[Collected data entries]
:::

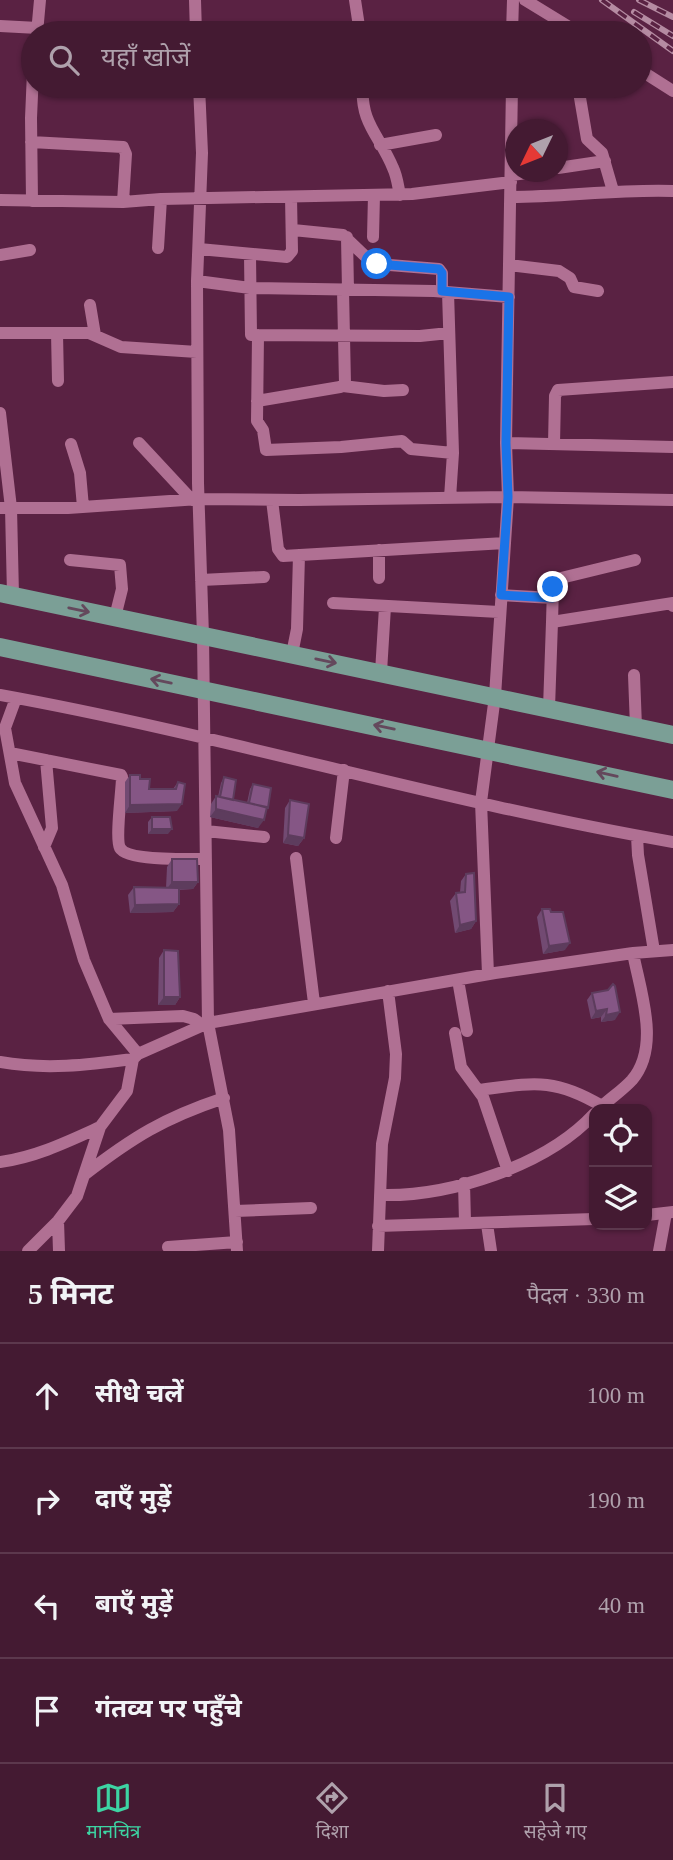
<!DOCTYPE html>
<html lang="hi">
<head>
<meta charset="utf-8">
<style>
  body { margin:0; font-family:"Times New Roman","Noto Sans Devanagari",serif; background:#4e273e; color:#f1f3f6 }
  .controls { position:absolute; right:21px; bottom:21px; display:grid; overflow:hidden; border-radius:14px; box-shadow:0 2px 5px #0004 }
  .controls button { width:63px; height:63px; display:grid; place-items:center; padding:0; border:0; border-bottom:2px solid #5c384d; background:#441a32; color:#f1f3f6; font:35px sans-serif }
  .compass { position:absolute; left:505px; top:119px; width:63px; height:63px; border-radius:50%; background:#441a32; box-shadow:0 2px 5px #0004; rotate:227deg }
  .stop { position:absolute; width:21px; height:21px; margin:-16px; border:5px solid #1a73e8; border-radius:50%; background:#fff }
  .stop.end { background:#1a73e8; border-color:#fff; box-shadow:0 2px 7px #0008 }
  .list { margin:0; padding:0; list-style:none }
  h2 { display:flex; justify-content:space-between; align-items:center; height:91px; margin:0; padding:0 28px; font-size:30px }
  h2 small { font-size:23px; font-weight:400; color:#afa1ac }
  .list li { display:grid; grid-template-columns:46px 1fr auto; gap:21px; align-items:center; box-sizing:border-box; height:105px; padding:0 28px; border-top:2px solid #5c384d }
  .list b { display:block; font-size:26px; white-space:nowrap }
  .list em { font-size:23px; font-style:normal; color:#afa1ac }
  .icon { flex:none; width:38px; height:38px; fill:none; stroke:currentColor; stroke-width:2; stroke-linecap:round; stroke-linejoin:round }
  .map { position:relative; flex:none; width:673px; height:1251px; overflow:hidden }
  .search { position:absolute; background:#441a32; box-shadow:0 2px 5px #0004; left:21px; right:21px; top:21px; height:77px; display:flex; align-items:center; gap:18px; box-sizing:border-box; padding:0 24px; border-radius:38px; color:#afa1ac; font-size:26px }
  .sheet { height:511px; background:#441a32 }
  nav { display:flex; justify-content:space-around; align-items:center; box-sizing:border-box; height:98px; border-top:2px solid #5c384d; background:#441a32; font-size:19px; color:#afa1ac }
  nav a { display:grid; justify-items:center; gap:4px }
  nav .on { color:#3dd4a3 }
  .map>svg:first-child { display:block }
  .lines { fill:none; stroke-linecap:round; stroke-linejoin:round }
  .minor { stroke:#b07093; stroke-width:12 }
  .major { stroke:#7b9f96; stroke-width:18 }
  .rail-casing { stroke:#b58ba2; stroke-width:6 }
  .rail { stroke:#5a2243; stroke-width:3.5; stroke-dasharray:10; stroke-linecap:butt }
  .wall { fill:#724a72 }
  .shaded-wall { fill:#5d3c5d }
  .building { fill:#855685; stroke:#5d3c5d; stroke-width:2 }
  .oneway { stroke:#64485c }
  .route { stroke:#1a73e8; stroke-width:9 }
</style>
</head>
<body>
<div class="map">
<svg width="673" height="1251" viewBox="0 0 673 1251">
  <rect width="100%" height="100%" fill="#5a2243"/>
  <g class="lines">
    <path class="minor" d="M195 0 196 33
      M355 0 360 33
      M525 0 579 33
      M0 26 38 28
      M37 33 40 0
      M512 33 513 0
      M640 70 673 91
      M199 86 202 153 197 281 198 483 203 636 208 1023 229 1130 237 1251
      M363 86C360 123 380 136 393 168 397 176 398 186 400 195
      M578 86 587 139 602 153 613 191
      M31 142 123 147 126 154 123 202
      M380 145 436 135
      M558 168 605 161
      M511 175 536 172
      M511 197C565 197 619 189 673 191
      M0 200 123 202 161 199 412 194 511 182
      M32 201 31 118 33 72
      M293 230 343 235 366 257 377 264 439 269 442 273V291
      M347 237 348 290
      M373 237 374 195
      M158 248 161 199
      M199 249 287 257 292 251 291 197
      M0 255 30 250
      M250 255 251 335 420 336 449 333
      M509 265 559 271 570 278 574 287 598 291
      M197 281 250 288 434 291 509 297
      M448 292 453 453 450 498
      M90 305 95 335
      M0 333H89L121 347 197 352
      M57 333 58 381
      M258 335 257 421 263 430 266 450 341 447 402 441 411 449 453 453
      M343 386 384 391 403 390
      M257 401 340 387 345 384 343 290
      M0 413 11 508 13 595
      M139 443 192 500
      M506 443 673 447
      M71 444 80 473 83 507
      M554 444 555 396 558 390 673 382
      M272 500 278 549 283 556 505 543
      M0 508H68L199 499 299 500 508 497 673 500
      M70 560 120 565 122 589 115 617
      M379 578V550
      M201 580 264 577
      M501 595 553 598
      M333 603 499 612
      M552 622 553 587 555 581 561 578 635 560
      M292 654 297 629 299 555
      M381 672 385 607
      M634 675 636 727
      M0 695C226 736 447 803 673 842
      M16 698 5 728 15 783 62 885 84 960 109 1019 138 1054
      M549 708 552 622 673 603V606
      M10 753 121 775 122 777C122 790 115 839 120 848 127 861 191 859 206 859
      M206 831 264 837
      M637 836 638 855 654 951
      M336 838 344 770
      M44 847 52 828 46 760
      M296 858 314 1003
      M488 974 481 802 495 696 508 497 506 443 512 86
      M458 980 467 1031
      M109 1019 183 1016 194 1019 202 1025
      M455 1033 461 1067 483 1097 508 1171
      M0 1062C45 1070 88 1065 133 1059L138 1054 208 1023 495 973 633 953 673 950
      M479 1090C533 1083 553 1077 602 1106
      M599 1109C609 1099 622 1091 632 1080 661 1046 640 991 633 953
      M0 1162C36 1157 67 1142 100 1127
      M84 1175C133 1137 164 1118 224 1098
      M464 1183 465 1222
      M380 1195C449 1197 546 1166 594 1114
      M235 1211 311 1208
      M647 1215 673 1212
      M58 1221 59 1251
      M487 1224 491 1251
      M378 1226 594 1219
      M168 1247 237 1242
      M28 1251 58 1221 77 1196 100 1127 127 1091 133 1059
      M378 1251 382 1144 395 1078 396 1054 388 991
      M659 1251 666 1213"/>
    <path class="major" d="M0 593 673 735
      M0 647 673 790"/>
    <defs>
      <path id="rail" d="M602 0 673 51
        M639 0 673 17
        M634 12 673 36"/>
    </defs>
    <use href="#rail" class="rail-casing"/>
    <use href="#rail" class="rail"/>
  </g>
  <path class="wall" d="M130 775 140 779 149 789H173L178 782 177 811 125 813V782Z
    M224 777 233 800 247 803 250 789 253 784 266 810 258 828 210 817 211 804 216 796 218 797 221 783Z
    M290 800 304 838 298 846 283 843 285 808Z
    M152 817 168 834H148V822Z
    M172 859 198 882 193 889 179 890V904L173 912 130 913 128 895 134 887 166 888 167 867Z
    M466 874 476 921 471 929 455 933 450 901 456 893 460 892 461 881Z
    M542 909 565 950 543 954 537 917Z
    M164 950 180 997 175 1005H158L159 958Z
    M592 993 615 1020 601 1022V1017L591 1019 587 1000Z"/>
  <path class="shaded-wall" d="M182 804 177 811 125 813 130 805Z
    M216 809 264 820 258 828 210 817Z
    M152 829H172L168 834H148Z
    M288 835 304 838 298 846 283 843Z
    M172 882H198L193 889 166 890Z
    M179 904 173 912 130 913 135 905Z
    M476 921 471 929 455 933 460 925Z
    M570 943 565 950 543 954 549 946Z
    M164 997H180L175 1005H158Z
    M607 1009 601 1017 591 1019 596 1011Z
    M620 1012 615 1020 601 1022 606 1015Z"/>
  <path class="building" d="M130 775H140V779H150L149 789H176L178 782 185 784 182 804 130 805Z
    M224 777 236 780 233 800 220 797Z
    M253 784 271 788 268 808 249 803Z
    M216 796 267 807 264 820 216 809Z
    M290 800 309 804 304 838 288 835Z
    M152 817H170L172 829H152Z
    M172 859H197L198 882H172Z
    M474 873 476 921 460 925 456 893 465 892 466 874Z
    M134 887 179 888V904L135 905Z
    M542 909H550L551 912H563L570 943 549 946Z
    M164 950 178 951 180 997H164Z
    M613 984 615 986 620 1012 606 1015 607 1009 596 1011 592 993 608 990Z"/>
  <defs><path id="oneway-shaft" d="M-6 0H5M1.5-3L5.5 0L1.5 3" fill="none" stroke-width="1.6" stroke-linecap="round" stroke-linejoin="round" transform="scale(1.75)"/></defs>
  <g class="oneway">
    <use href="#oneway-shaft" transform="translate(79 610) rotate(12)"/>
    <use href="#oneway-shaft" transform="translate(326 661) rotate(12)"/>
    <use href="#oneway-shaft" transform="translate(161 681) rotate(-168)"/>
    <use href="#oneway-shaft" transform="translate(384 727) rotate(-168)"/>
    <use href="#oneway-shaft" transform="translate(607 774) rotate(-167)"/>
  </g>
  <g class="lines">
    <path class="route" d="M377 264 439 269 442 273V291L509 297 506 443 508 497 501 595 553 598V587"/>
  </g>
</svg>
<div class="controls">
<button><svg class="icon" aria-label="locate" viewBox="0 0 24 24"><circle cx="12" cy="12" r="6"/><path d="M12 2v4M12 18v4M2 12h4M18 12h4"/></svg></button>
<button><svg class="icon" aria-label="layers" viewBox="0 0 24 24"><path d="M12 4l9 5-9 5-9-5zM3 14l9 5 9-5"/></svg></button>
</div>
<svg class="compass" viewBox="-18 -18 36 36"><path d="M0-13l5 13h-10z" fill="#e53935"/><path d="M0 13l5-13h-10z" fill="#afa1ac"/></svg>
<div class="stop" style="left:377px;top:264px"></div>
<div class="stop end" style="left:553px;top:587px"></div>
<div class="search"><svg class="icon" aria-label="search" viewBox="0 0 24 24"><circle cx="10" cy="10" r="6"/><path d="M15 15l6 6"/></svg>यहाँ खोजें</div>
</div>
<section class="sheet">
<h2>5 मिनट<small>पैदल · 330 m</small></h2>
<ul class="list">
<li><svg class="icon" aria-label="ahead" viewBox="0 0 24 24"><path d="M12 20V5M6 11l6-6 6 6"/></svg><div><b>सीधे चलें</b></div><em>100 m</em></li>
<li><svg class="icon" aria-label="right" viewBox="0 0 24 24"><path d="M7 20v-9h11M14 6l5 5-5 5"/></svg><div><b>दाएँ मुड़ें</b></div><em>190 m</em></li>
<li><svg class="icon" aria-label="left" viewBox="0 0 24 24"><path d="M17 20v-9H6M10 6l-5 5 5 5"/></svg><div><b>बाएँ मुड़ें</b></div><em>40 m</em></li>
<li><svg class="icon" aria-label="arrive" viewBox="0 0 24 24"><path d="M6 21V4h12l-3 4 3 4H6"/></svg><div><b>गंतव्य पर पहुँचे</b></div></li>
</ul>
</section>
<nav>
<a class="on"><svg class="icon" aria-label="map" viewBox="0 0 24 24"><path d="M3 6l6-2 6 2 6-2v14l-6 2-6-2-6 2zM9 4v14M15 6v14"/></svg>मानचित्र</a>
<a><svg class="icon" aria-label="directions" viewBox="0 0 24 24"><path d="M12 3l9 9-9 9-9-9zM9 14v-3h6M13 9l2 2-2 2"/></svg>दिशा</a>
<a><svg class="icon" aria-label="saved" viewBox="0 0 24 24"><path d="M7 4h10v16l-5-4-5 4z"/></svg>सहेजे गए</a>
</nav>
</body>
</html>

:::

[Prompt] Once you find the line with "M206 831 264 837" in the entries above, output it and each line after it up to and including the line with "M288 835 304 838 298 846 283 843Z", and nothing else.

[Response to the exercise]
      M206 831 264 837
      M637 836 638 855 654 951
      M336 838 344 770
      M44 847 52 828 46 760
      M296 858 314 1003
      M488 974 481 802 495 696 508 497 506 443 512 86
      M458 980 467 1031
      M109 1019 183 1016 194 1019 202 1025
      M455 1033 461 1067 483 1097 508 1171
      M0 1062C45 1070 88 1065 133 1059L138 1054 208 1023 495 973 633 953 673 950
      M479 1090C533 1083 553 1077 602 1106
      M599 1109C609 1099 622 1091 632 1080 661 1046 640 991 633 953
      M0 1162C36 1157 67 1142 100 1127
      M84 1175C133 1137 164 1118 224 1098
      M464 1183 465 1222
      M380 1195C449 1197 546 1166 594 1114
      M235 1211 311 1208
      M647 1215 673 1212
      M58 1221 59 1251
      M487 1224 491 1251
      M378 1226 594 1219
      M168 1247 237 1242
      M28 1251 58 1221 77 1196 100 1127 127 1091 133 1059
      M378 1251 382 1144 395 1078 396 1054 388 991
      M659 1251 666 1213"/>
    <path class="major" d="M0 593 673 735
      M0 647 673 790"/>
    <defs>
      <path id="rail" d="M602 0 673 51
        M639 0 673 17
        M634 12 673 36"/>
    </defs>
    <use href="#rail" class="rail-casing"/>
    <use href="#rail" class="rail"/>
  </g>
  <path class="wall" d="M130 775 140 779 149 789H173L178 782 177 811 125 813V782Z
    M224 777 233 800 247 803 250 789 253 784 266 810 258 828 210 817 211 804 216 796 218 797 221 783Z
    M290 800 304 838 298 846 283 843 285 808Z
    M152 817 168 834H148V822Z
    M172 859 198 882 193 889 179 890V904L173 912 130 913 128 895 134 887 166 888 167 867Z
    M466 874 476 921 471 929 455 933 450 901 456 893 460 892 461 881Z
    M542 909 565 950 543 954 537 917Z
    M164 950 180 997 175 1005H158L159 958Z
    M592 993 615 1020 601 1022V1017L591 1019 587 1000Z"/>
  <path class="shaded-wall" d="M182 804 177 811 125 813 130 805Z
    M216 809 264 820 258 828 210 817Z
    M152 829H172L168 834H148Z
    M288 835 304 838 298 846 283 843Z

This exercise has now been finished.